By Bruce Einhorn  and Jinshan Hong
March 22, 2019, 4:00 AM GMT+7

Following in his father’s footsteps was always going to be a challenge for CK Hutchison Holdings Ltd.’s Victor Li.

Li Ka-shing, the self-made billionaire who over seven decades turned a plastic flower business into a global empire spanning ports and property to telecommunications and retailing, last March announced he would retire. He then handed the top position at the family-controlled conglomerate to his eldest son.

Twelve months later, Victor Li, 54, has learned a tough lesson about being the follow-up act to a legendary figure in Hong Kong and investors have been pretty unforgiving so far.

The stock price of the family’s flagship company, CK Hutchison, has dropped 17 percent in the year since Li Ka-shing announced his retirement. During that time, the benchmark Hang Seng Index has fallen 7.7 percent.

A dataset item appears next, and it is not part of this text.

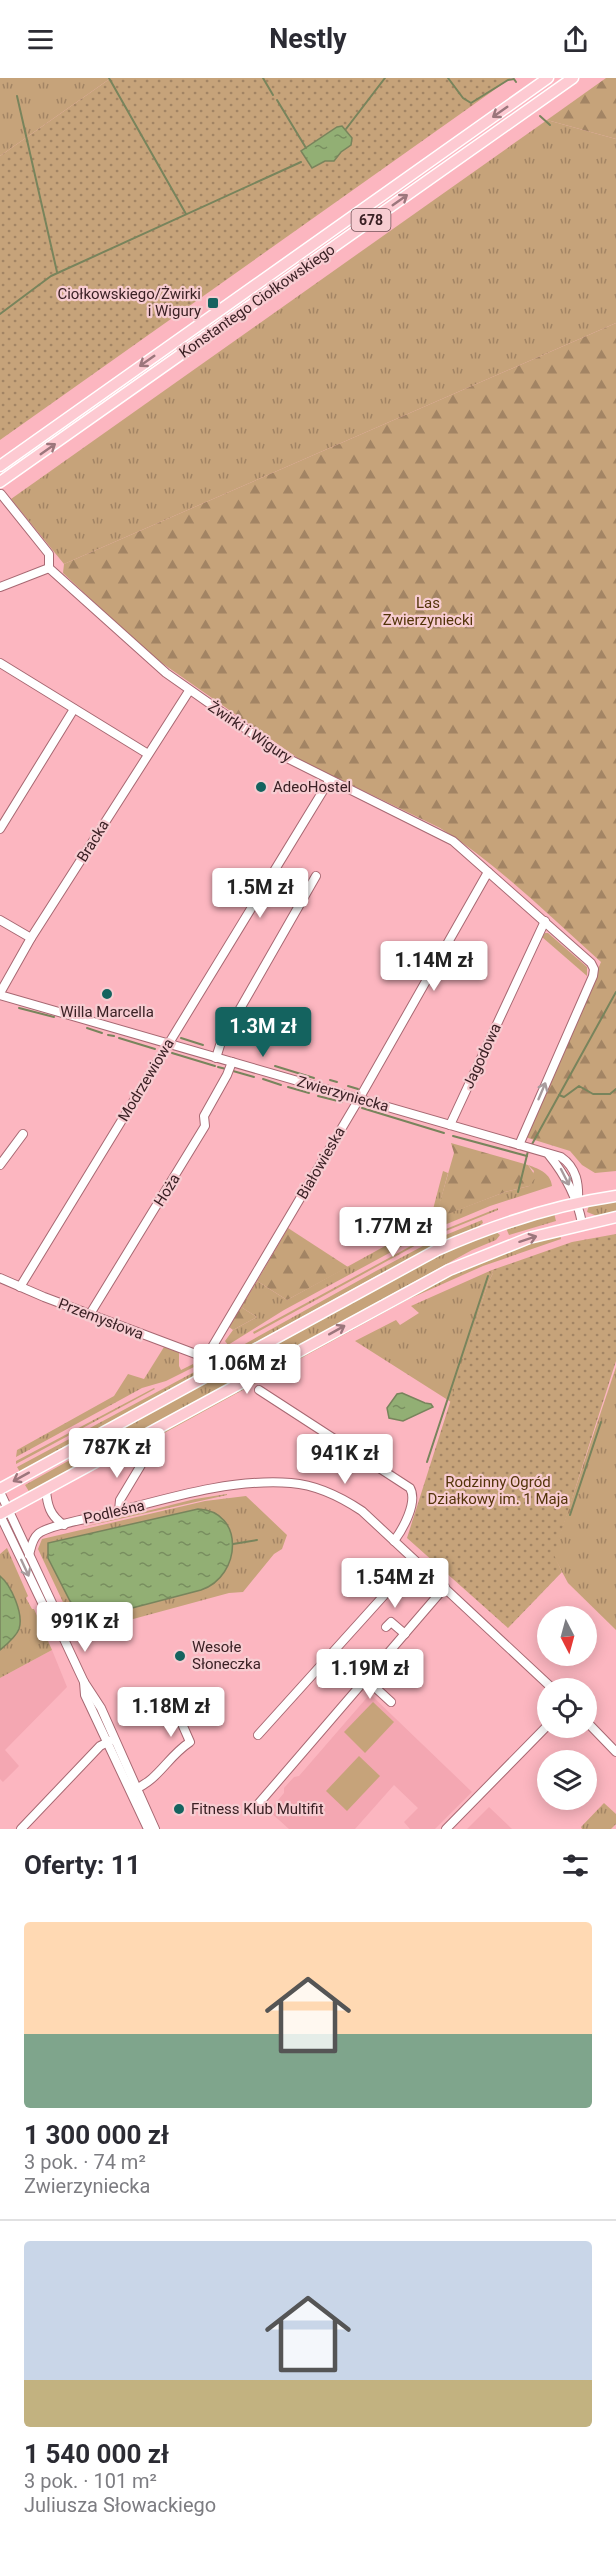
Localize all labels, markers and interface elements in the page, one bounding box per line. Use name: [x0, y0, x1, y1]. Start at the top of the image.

“Li Ka-shing has been a unique asset of the family group, which unfortunately is not transferable to the next generation,” said Joseph Fan, a Chinese University of Hong Kong professor who specializes in family-run businesses.

The elder Li, now 90, started out as a refugee and built a fortune that made him the city’s richest man, earning him a reputation among local residents as a deal maker on par with the likes of Warren Buffett.

More details in https://www.bloomberg.com/news/articles/...emium-asia
Specuvestor: Asset - Business - Structure.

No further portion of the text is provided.